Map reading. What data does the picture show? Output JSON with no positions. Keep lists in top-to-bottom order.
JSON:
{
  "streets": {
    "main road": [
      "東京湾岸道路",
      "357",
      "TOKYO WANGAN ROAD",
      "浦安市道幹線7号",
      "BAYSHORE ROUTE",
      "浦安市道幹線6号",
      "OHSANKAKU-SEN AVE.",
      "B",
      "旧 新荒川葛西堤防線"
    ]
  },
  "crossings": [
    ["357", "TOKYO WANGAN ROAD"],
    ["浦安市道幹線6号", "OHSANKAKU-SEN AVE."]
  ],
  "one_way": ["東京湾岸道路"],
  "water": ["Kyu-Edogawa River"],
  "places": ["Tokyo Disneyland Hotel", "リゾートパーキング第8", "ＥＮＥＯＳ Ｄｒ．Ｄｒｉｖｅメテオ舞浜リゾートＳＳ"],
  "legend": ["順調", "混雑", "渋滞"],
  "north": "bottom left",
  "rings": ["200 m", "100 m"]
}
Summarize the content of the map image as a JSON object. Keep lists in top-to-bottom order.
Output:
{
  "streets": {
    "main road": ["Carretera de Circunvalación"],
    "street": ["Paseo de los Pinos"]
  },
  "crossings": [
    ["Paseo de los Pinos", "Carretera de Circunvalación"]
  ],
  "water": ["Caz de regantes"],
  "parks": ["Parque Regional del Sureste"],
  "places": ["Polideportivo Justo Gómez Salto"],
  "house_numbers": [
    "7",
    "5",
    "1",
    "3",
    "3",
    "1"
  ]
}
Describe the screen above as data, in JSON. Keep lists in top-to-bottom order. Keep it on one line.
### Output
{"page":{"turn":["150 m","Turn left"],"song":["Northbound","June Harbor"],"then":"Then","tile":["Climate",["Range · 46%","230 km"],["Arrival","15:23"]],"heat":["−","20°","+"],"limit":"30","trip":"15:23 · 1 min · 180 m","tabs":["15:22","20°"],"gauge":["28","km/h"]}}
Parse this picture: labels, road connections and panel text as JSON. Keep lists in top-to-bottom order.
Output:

___

[TASK TO COMPLETE]
Across the listing, how many lines hold the word "data"? Please state that number only.

[RESPONSE]
2